┏━━

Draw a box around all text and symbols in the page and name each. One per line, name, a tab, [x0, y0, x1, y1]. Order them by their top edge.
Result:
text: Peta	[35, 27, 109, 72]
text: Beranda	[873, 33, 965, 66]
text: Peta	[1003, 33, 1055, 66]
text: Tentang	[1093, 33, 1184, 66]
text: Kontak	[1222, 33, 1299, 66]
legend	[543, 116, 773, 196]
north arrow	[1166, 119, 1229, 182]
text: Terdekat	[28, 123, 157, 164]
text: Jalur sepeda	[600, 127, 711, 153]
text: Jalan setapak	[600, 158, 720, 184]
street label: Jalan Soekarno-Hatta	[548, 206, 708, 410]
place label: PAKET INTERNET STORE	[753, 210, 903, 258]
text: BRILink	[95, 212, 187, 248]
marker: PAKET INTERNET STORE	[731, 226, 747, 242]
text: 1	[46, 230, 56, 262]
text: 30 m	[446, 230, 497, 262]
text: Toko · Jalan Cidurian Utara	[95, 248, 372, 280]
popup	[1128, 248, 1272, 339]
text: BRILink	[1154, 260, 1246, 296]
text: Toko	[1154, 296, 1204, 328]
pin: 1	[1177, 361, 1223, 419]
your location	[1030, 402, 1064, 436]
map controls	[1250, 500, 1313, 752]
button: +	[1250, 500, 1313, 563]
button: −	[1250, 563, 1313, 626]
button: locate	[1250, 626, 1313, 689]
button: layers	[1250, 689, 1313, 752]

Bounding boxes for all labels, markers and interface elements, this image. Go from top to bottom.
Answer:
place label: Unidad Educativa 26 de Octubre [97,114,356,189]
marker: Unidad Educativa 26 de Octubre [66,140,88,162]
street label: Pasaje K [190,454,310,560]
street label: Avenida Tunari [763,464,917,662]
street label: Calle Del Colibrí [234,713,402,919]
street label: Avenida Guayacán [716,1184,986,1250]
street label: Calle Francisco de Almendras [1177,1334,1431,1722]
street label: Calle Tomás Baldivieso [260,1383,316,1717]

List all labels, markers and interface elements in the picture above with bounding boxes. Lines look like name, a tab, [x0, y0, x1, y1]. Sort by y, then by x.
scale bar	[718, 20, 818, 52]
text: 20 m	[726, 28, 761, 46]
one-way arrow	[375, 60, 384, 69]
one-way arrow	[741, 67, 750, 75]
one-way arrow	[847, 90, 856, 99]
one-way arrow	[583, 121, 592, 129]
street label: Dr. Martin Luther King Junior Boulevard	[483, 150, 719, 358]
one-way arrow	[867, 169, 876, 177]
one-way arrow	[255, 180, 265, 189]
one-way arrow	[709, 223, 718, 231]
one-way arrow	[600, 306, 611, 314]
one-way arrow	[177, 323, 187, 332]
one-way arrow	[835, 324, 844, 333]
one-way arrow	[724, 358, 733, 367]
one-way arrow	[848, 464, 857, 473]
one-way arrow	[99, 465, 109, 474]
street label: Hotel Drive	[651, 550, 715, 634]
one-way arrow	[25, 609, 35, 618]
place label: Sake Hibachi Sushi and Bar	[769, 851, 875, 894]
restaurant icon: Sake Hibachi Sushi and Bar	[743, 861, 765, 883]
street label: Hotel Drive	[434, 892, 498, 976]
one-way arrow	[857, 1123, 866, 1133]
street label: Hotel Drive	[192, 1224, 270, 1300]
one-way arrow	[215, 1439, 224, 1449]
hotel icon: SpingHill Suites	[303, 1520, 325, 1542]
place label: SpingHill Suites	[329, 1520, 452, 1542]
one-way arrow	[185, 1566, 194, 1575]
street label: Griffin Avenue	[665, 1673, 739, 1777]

┗━━

**Directions:** Return all the lines shown above, word for word.

**Output for this task:**
Draw a box around all text and symbols in the page and name each. One per line, name, a tab, [x0, y0, x1, y1]. Order them by their top edge.
Result:
text: Peta	[35, 27, 109, 72]
text: Beranda	[873, 33, 965, 66]
text: Peta	[1003, 33, 1055, 66]
text: Tentang	[1093, 33, 1184, 66]
text: Kontak	[1222, 33, 1299, 66]
legend	[543, 116, 773, 196]
north arrow	[1166, 119, 1229, 182]
text: Terdekat	[28, 123, 157, 164]
text: Jalur sepeda	[600, 127, 711, 153]
text: Jalan setapak	[600, 158, 720, 184]
street label: Jalan Soekarno-Hatta	[548, 206, 708, 410]
place label: PAKET INTERNET STORE	[753, 210, 903, 258]
text: BRILink	[95, 212, 187, 248]
marker: PAKET INTERNET STORE	[731, 226, 747, 242]
text: 1	[46, 230, 56, 262]
text: 30 m	[446, 230, 497, 262]
text: Toko · Jalan Cidurian Utara	[95, 248, 372, 280]
popup	[1128, 248, 1272, 339]
text: BRILink	[1154, 260, 1246, 296]
text: Toko	[1154, 296, 1204, 328]
pin: 1	[1177, 361, 1223, 419]
your location	[1030, 402, 1064, 436]
map controls	[1250, 500, 1313, 752]
button: +	[1250, 500, 1313, 563]
button: −	[1250, 563, 1313, 626]
button: locate	[1250, 626, 1313, 689]
button: layers	[1250, 689, 1313, 752]

Bounding boxes for all labels, markers and interface elements, this image. Go from top to bottom.
Answer:
place label: Unidad Educativa 26 de Octubre [97,114,356,189]
marker: Unidad Educativa 26 de Octubre [66,140,88,162]
street label: Pasaje K [190,454,310,560]
street label: Avenida Tunari [763,464,917,662]
street label: Calle Del Colibrí [234,713,402,919]
street label: Avenida Guayacán [716,1184,986,1250]
street label: Calle Francisco de Almendras [1177,1334,1431,1722]
street label: Calle Tomás Baldivieso [260,1383,316,1717]

List all labels, markers and interface elements in the picture above with bounding boxes. Lines look like name, a tab, [x0, y0, x1, y1]. Sort by y, then by x.
scale bar	[718, 20, 818, 52]
text: 20 m	[726, 28, 761, 46]
one-way arrow	[375, 60, 384, 69]
one-way arrow	[741, 67, 750, 75]
one-way arrow	[847, 90, 856, 99]
one-way arrow	[583, 121, 592, 129]
street label: Dr. Martin Luther King Junior Boulevard	[483, 150, 719, 358]
one-way arrow	[867, 169, 876, 177]
one-way arrow	[255, 180, 265, 189]
one-way arrow	[709, 223, 718, 231]
one-way arrow	[600, 306, 611, 314]
one-way arrow	[177, 323, 187, 332]
one-way arrow	[835, 324, 844, 333]
one-way arrow	[724, 358, 733, 367]
one-way arrow	[848, 464, 857, 473]
one-way arrow	[99, 465, 109, 474]
street label: Hotel Drive	[651, 550, 715, 634]
one-way arrow	[25, 609, 35, 618]
place label: Sake Hibachi Sushi and Bar	[769, 851, 875, 894]
restaurant icon: Sake Hibachi Sushi and Bar	[743, 861, 765, 883]
street label: Hotel Drive	[434, 892, 498, 976]
one-way arrow	[857, 1123, 866, 1133]
street label: Hotel Drive	[192, 1224, 270, 1300]
one-way arrow	[215, 1439, 224, 1449]
hotel icon: SpingHill Suites	[303, 1520, 325, 1542]
place label: SpingHill Suites	[329, 1520, 452, 1542]
one-way arrow	[185, 1566, 194, 1575]
street label: Griffin Avenue	[665, 1673, 739, 1777]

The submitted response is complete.